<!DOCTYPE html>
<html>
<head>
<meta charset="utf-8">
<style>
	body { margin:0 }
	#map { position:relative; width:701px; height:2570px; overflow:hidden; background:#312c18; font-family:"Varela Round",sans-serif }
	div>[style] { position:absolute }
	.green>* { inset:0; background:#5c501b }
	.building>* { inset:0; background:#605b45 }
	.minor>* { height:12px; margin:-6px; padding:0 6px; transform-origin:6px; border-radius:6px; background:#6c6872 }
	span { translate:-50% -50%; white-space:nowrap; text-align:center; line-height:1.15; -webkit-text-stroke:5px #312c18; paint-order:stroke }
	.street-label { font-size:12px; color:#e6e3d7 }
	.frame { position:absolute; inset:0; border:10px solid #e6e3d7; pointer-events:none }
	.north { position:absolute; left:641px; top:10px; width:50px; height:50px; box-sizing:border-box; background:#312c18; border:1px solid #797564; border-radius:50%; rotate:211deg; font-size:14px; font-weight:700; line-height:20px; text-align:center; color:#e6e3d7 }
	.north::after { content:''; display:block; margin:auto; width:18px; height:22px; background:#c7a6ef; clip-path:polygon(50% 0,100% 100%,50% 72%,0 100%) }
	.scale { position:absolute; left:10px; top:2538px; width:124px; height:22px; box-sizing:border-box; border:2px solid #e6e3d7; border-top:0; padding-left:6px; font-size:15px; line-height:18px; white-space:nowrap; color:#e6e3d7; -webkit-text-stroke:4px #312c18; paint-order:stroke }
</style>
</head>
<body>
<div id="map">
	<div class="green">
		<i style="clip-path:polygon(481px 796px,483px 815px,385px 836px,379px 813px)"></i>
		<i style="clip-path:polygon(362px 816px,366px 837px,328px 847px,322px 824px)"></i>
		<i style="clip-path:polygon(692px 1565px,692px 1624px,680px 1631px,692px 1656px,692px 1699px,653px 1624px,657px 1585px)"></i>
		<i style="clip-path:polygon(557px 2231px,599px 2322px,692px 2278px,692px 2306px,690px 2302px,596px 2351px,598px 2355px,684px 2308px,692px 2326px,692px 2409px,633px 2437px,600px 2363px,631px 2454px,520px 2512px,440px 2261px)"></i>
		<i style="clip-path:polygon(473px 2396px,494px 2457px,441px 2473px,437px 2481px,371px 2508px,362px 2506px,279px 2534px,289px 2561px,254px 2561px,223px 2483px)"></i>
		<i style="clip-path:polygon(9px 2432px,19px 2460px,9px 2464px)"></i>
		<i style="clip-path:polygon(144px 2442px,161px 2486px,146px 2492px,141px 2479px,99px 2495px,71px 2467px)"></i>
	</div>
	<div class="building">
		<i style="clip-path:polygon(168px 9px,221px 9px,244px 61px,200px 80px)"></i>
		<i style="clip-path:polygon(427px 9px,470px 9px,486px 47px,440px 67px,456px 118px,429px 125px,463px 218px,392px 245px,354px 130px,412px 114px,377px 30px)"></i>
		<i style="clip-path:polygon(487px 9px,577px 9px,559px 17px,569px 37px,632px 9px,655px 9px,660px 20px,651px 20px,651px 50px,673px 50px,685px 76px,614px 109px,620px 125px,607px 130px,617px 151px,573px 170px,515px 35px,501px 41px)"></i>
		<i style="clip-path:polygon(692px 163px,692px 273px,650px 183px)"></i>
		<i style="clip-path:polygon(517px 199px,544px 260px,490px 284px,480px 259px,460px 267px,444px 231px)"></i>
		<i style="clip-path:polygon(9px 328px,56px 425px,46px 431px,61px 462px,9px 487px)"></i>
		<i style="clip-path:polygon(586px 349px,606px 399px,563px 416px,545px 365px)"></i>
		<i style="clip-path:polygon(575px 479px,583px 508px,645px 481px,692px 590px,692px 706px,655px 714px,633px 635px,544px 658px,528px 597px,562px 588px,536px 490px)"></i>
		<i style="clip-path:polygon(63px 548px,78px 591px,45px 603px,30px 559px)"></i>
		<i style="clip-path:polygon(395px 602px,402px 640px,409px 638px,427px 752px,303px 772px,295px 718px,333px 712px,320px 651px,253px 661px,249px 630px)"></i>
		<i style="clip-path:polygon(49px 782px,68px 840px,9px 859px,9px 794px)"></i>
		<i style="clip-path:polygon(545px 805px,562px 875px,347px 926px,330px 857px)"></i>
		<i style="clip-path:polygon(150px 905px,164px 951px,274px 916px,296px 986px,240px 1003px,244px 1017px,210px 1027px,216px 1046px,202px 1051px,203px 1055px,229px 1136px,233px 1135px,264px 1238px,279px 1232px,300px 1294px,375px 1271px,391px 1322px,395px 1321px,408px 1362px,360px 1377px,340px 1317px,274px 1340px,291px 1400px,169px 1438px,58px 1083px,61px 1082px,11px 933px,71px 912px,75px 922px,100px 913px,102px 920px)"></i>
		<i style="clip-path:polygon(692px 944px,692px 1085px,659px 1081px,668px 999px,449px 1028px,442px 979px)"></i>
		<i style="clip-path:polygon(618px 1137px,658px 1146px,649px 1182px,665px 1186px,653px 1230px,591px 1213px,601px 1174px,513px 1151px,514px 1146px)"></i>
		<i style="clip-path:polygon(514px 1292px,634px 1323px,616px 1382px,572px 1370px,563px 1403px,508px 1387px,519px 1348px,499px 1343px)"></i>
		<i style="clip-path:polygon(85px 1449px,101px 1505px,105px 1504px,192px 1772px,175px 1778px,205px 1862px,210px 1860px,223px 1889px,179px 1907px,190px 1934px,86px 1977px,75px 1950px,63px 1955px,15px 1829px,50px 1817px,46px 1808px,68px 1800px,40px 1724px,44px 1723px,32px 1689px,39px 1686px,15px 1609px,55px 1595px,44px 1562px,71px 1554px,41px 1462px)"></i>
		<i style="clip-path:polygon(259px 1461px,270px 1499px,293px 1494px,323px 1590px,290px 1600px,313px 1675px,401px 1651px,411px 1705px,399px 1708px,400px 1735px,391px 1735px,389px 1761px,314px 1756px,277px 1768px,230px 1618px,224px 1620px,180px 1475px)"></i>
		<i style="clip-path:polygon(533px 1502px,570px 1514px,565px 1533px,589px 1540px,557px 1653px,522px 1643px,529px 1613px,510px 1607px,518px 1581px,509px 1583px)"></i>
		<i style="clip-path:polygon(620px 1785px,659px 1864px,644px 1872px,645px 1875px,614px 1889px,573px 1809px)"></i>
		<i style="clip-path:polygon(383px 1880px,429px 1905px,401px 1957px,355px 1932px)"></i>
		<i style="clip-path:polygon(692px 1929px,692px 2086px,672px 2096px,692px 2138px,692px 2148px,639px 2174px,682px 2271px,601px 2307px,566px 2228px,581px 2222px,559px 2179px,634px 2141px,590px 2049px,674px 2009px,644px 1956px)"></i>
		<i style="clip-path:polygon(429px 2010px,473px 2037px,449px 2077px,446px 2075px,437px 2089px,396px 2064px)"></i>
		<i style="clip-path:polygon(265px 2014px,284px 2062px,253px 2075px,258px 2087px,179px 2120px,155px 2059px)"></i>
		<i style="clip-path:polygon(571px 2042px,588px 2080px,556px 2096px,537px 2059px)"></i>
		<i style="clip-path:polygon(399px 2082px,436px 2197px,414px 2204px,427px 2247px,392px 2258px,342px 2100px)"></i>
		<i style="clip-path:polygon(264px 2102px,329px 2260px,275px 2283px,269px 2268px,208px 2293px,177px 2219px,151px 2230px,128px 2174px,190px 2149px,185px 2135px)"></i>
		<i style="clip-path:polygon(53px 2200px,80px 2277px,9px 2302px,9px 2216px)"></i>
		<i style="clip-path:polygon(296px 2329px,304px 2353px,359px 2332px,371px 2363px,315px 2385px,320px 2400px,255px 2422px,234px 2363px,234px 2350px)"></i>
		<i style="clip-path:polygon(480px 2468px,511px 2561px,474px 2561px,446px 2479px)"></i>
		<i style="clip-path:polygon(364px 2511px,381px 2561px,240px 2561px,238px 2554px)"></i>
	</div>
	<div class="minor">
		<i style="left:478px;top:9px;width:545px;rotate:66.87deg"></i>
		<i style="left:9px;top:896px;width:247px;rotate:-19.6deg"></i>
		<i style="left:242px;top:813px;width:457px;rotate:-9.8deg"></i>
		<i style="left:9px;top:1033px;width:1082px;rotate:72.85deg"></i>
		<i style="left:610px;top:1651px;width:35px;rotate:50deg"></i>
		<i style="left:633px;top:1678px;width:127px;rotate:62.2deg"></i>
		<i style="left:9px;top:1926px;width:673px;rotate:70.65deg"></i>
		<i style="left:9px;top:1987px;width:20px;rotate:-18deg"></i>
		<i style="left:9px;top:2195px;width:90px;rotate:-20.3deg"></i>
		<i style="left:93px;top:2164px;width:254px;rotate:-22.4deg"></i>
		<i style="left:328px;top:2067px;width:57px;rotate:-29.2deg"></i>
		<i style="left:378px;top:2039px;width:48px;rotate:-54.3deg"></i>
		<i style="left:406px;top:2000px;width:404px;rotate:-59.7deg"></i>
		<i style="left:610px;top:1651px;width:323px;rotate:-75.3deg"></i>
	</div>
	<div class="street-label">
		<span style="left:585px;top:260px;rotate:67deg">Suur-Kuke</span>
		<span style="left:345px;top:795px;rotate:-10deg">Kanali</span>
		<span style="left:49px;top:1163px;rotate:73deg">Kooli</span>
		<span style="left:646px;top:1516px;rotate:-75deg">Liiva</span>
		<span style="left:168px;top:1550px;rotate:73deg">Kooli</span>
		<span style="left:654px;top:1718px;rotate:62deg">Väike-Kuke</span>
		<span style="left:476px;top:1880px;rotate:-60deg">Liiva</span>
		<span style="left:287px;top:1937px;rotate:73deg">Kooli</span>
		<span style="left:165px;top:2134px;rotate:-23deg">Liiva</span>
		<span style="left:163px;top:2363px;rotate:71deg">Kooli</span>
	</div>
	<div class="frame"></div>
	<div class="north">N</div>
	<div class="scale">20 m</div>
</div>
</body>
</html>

→ **What you have to do**:
Begin at the first line of the material and transcribe each line exactly. End with the line containing "translate:-50% -50%; white-space:nowrap;", and give nothing else.

→ **Answer to this problem**:
<!DOCTYPE html>
<html>
<head>
<meta charset="utf-8">
<style>
	body { margin:0 }
	#map { position:relative; width:701px; height:2570px; overflow:hidden; background:#312c18; font-family:"Varela Round",sans-serif }
	div>[style] { position:absolute }
	.green>* { inset:0; background:#5c501b }
	.building>* { inset:0; background:#605b45 }
	.minor>* { height:12px; margin:-6px; padding:0 6px; transform-origin:6px; border-radius:6px; background:#6c6872 }
	span { translate:-50% -50%; white-space:nowrap; text-align:center; line-height:1.15; -webkit-text-stroke:5px #312c18; paint-order:stroke }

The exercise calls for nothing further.